How can a file be committed with CRLF on git?


I have a repository containing 5 files that have been committed with CRLF. I don't know how this happened, but on a clean checkout if I use this command it prints 5 files (out of hundreds):

git grep -I --files-with-matches --perl-regexp '\r' HEAD

Does anyone know how can I reproduce this issue? In other words what is a set of git settings that can lead to this situation?


Solution

  • Internally, Git just stores raw data. If you run git hash-object -w you can push any blob data you like into the repository (though you would then need to attach a tag, or add the blob to the index to get it stored into a new commit).

    As I noted in my answer to What does "check out code" mean in git documentation for line endings?, Git will apply CRLF-to-LF-only line-endings translation on any file on which such translations are enabled, at the time you run git add on that file. The result is that the version of the file in the index (or more precisely, the blob hash in the index, representing the in-repo blob object) has LF-only line endings.

    If you run git add on that file with:

    • translations disabled globally, or
    • translations disabled on that particular path name

    then Git won't do those translations, and the index version of the file will have any '\r' characters it had in the work-tree version.

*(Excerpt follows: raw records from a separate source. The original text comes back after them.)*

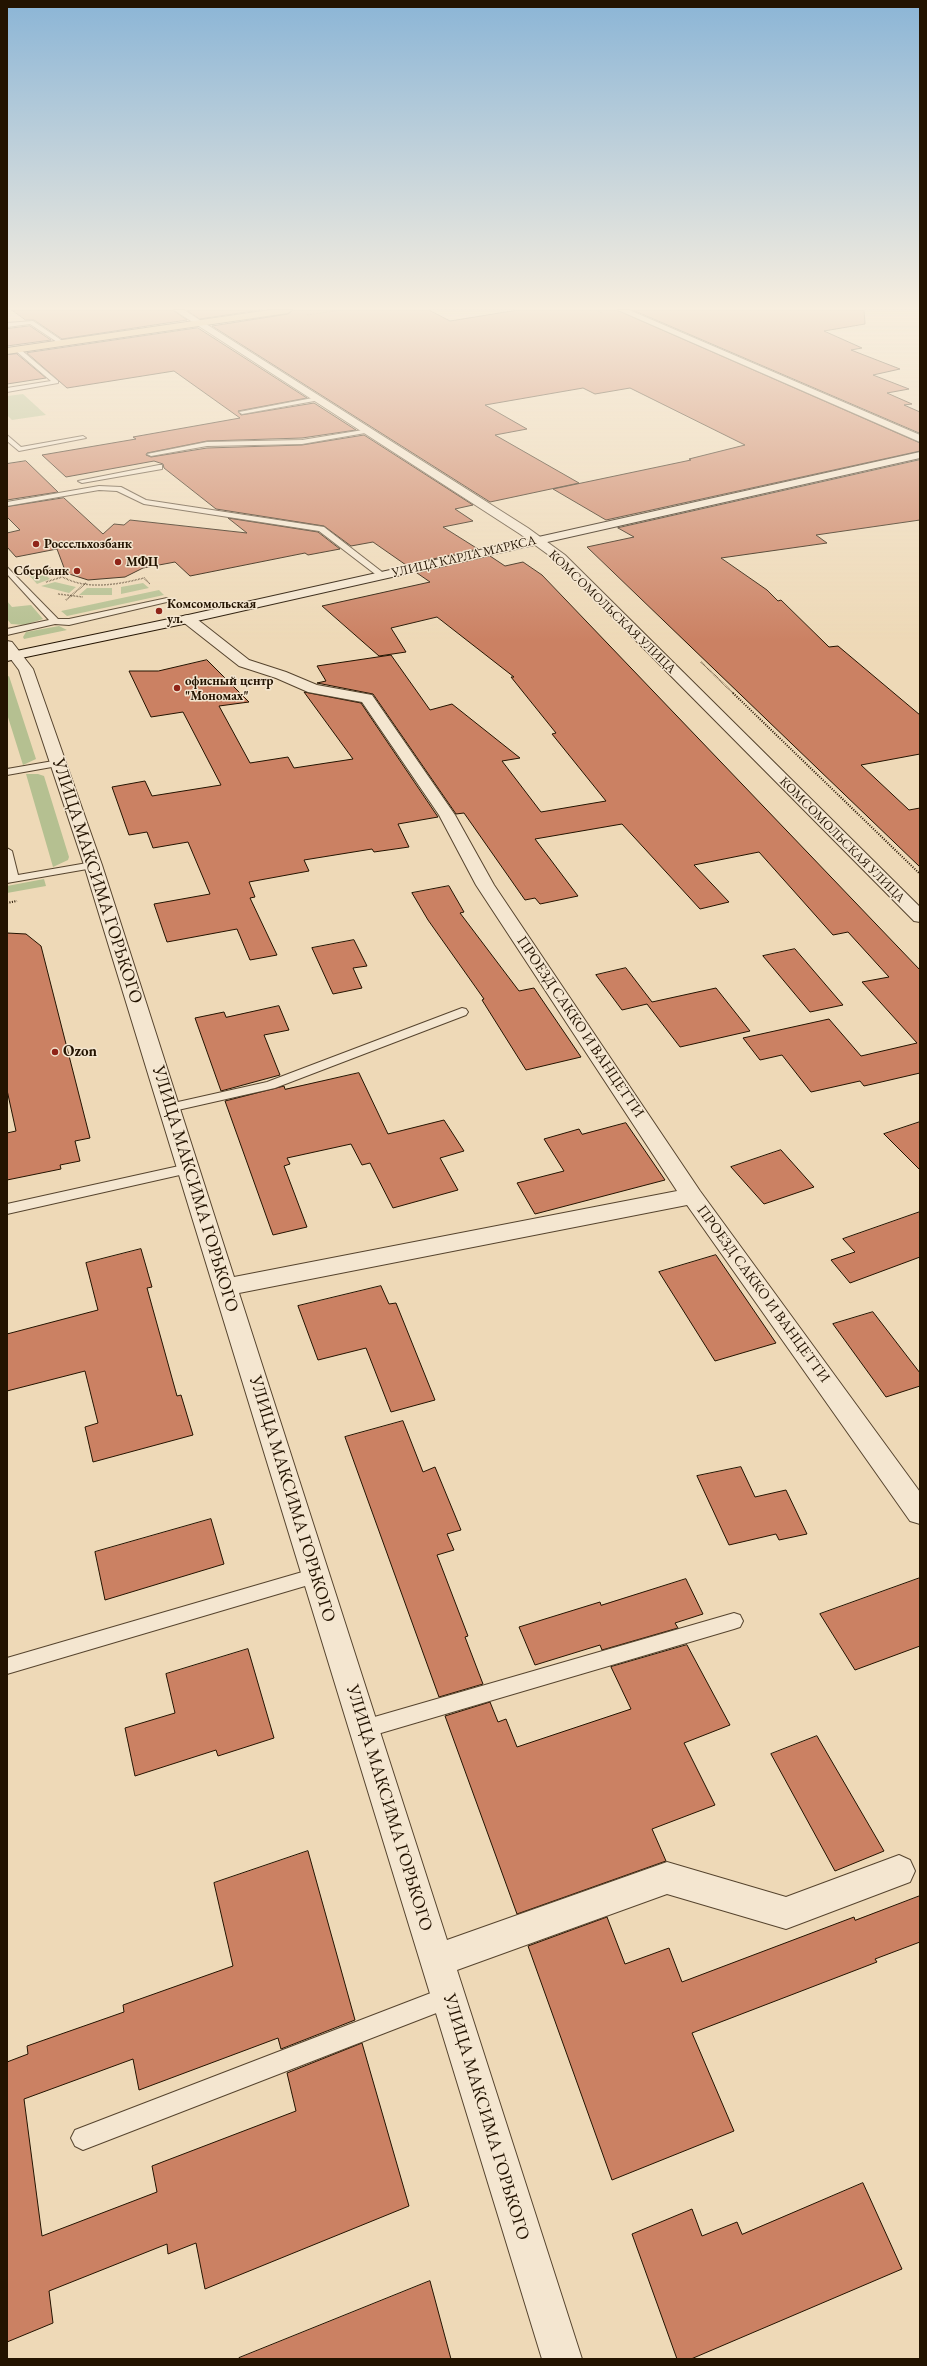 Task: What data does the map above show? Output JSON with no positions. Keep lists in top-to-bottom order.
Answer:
{
  "streets": {
    "street": [
      "УЛИЦА КАРЛА МАРКСА",
      "КОМСОМОЛЬСКАЯ УЛИЦА",
      "УЛИЦА МАКСИМА ГОРЬКОГО",
      "ПРОЕЗД САККО И ВАНЦЕТТИ"
    ]
  },
  "crossings": [
    ["УЛИЦА КАРЛА МАРКСА", "КОМСОМОЛЬСКАЯ УЛИЦА"],
    ["УЛИЦА КАРЛА МАРКСА", "УЛИЦА МАКСИМА ГОРЬКОГО"],
    ["УЛИЦА КАРЛА МАРКСА", "ПРОЕЗД САККО И ВАНЦЕТТИ"]
  ],
  "places": [
    "Россельхозбанк",
    "МФЦ",
    "Сбербанк",
    "Комсомольская ул.",
    "офисный центр \"Мономах\"",
    "Ozon"
  ]
}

    The settings in .gitattributes and/or core.autocrlf control whether translations are enabled, and if so, which translations to perform. Due to historical settings (from back when Git did nothing at all, to the early stages of adding Windows support, through various intermediate versions of Git, to the current rather complicated .gitattributes method) the rules for all of this are quite complicated.

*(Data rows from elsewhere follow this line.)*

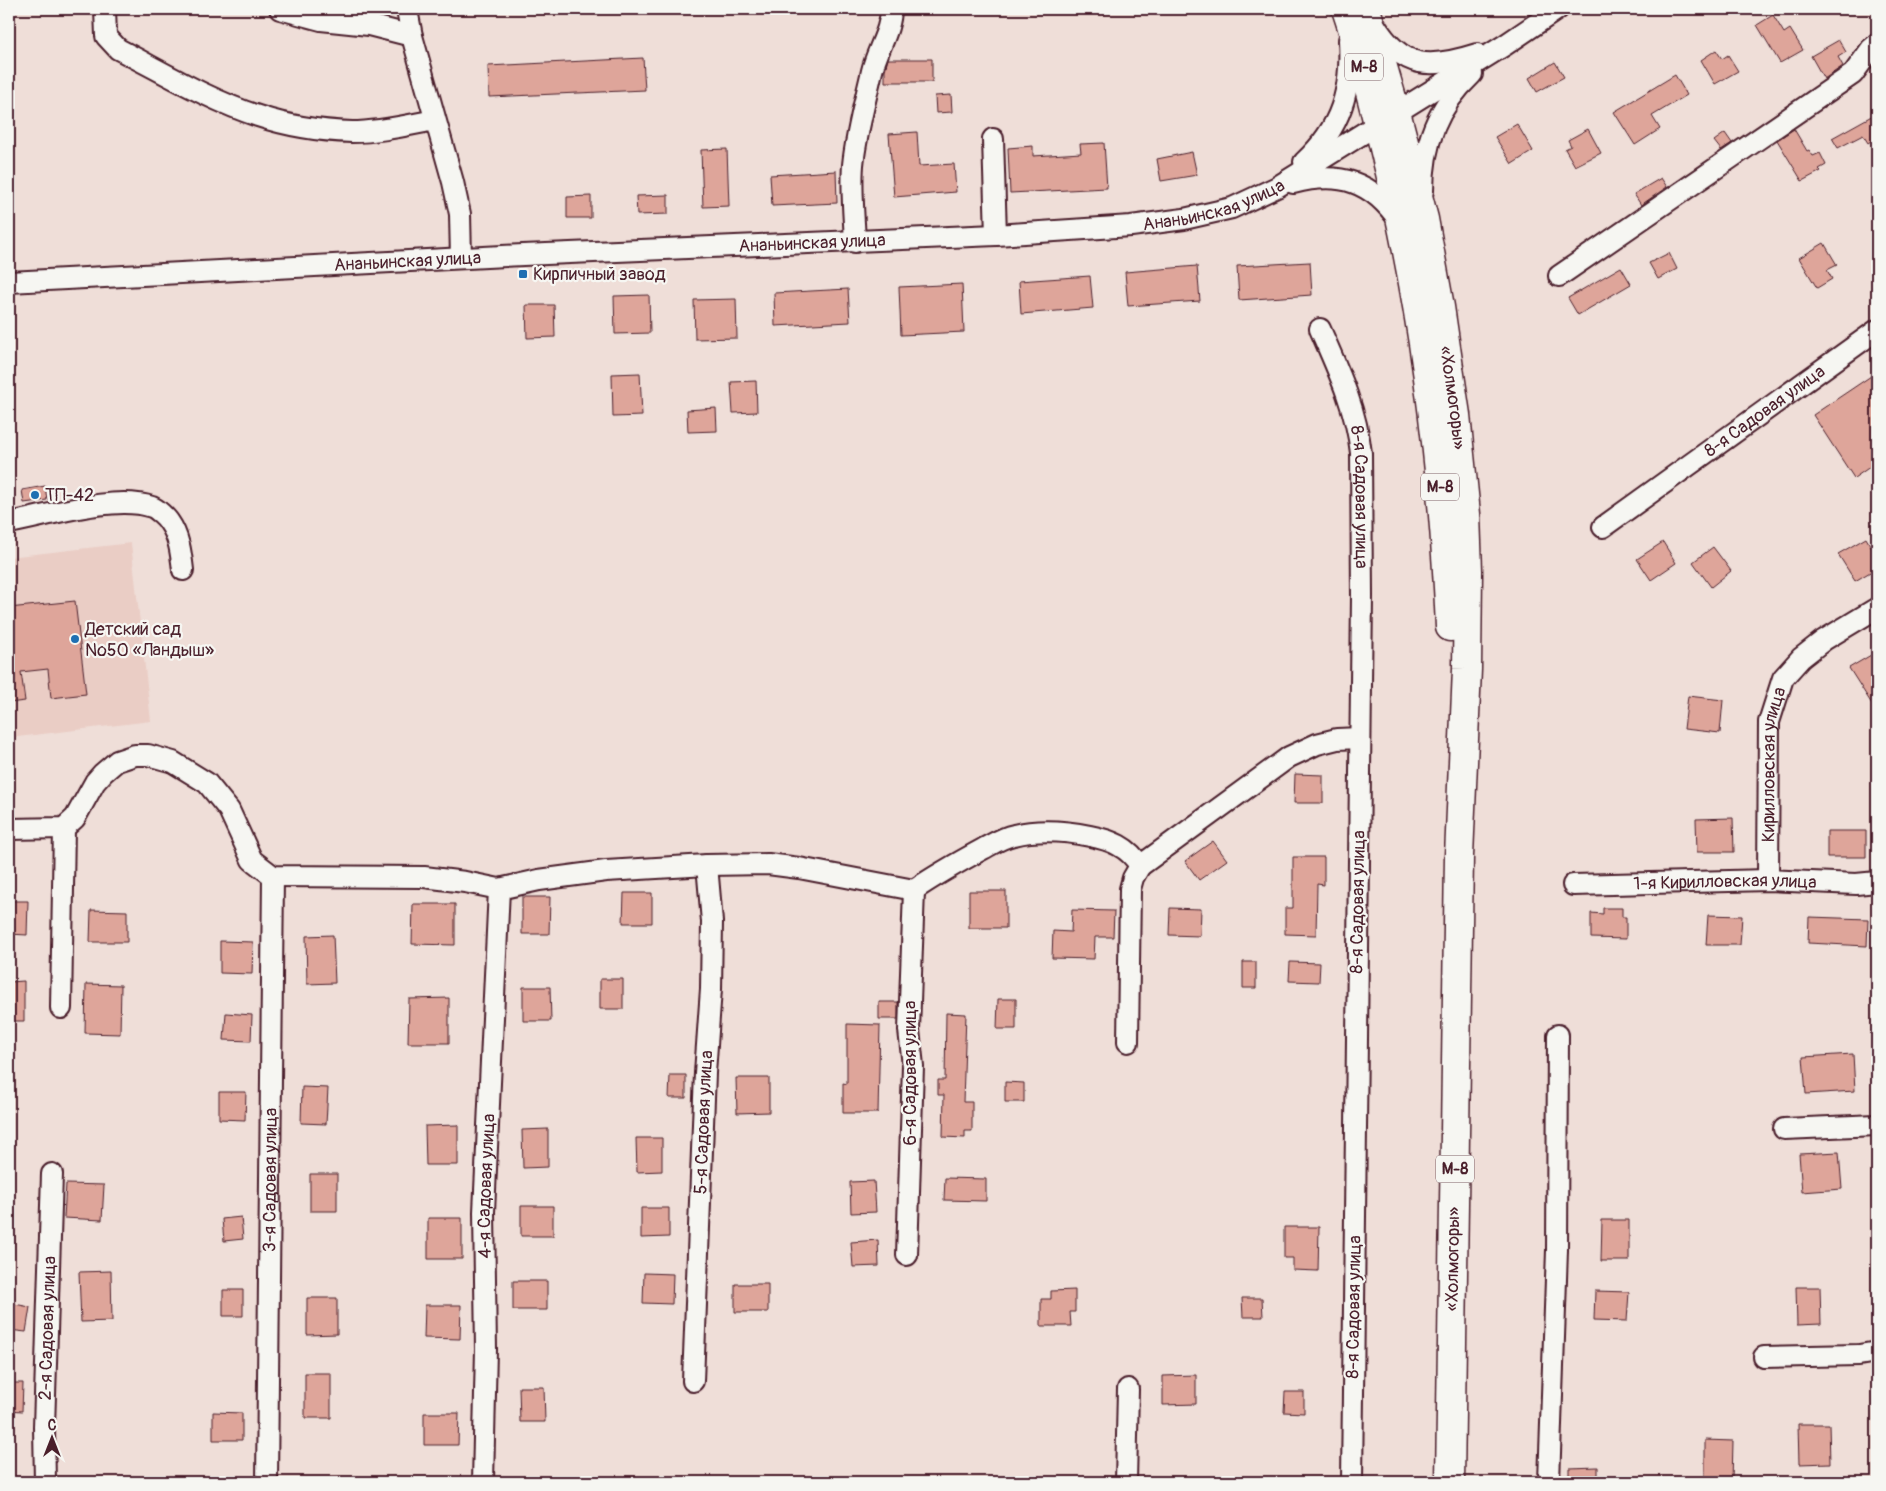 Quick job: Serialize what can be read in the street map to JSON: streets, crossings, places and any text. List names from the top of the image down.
{
  "streets": {
    "highway": ["М-8", "«Холмогоры»"],
    "street": [
      "Ананьинская улица",
      "8-я Садовая улица",
      "Кирилловская улица",
      "1-я Кирилловская улица",
      "6-я Садовая улица",
      "5-я Садовая улица",
      "3-я Садовая улица",
      "4-я Садовая улица",
      "2-я Садовая улица"
    ]
  },
  "crossings": [
    ["Ананьинская улица", "«Холмогоры»"],
    ["Кирилловская улица", "1-я Кирилловская улица"]
  ],
  "places": {
    "transit": ["Кирпичный завод"],
    "other": ["ТП-42", "Детский сад №50 «Ландыш»"]
  },
  "north": "top"
}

    In other words what is a set of git settings that can lead to this situation?

    There are many different ways to do it, but the one that's the simplest by far is to write a .gitattributes file with just:

    * -text
    

    or to set core.autocrlf to false (but note that .gitattributes overrides core.autocrlf, in general). Now Git will treat all files as binary, doing no "cleaning" during git add and no "smudging" during git checkout. The work-tree contents will now match the index contents byte-for-byte, except for any changes you make yourself, or make by running programs, to work-tree files. You can then git add those new files to the index and it will copy them in, byte-for-byte; and each new git commit you make will use what's in the index.

    Once you have stored, as permanent and unchangeable commits, the particular versions of particular files you care about, you can modify .gitattributes to contain any other settings you would like to test, and run git checkout <commit> -- <path> to make Git copy the file from a commit, to the index, through the smudging filters, and into the work-tree. You can modify any work-tree file any way you like, then run git add <path> to run the file through the cleaning filters to copy it into the index. These filters will be controlled by whatever you have in .gitattributes at the time you run the commands, so you can experiment with different attributes without having to make new commits.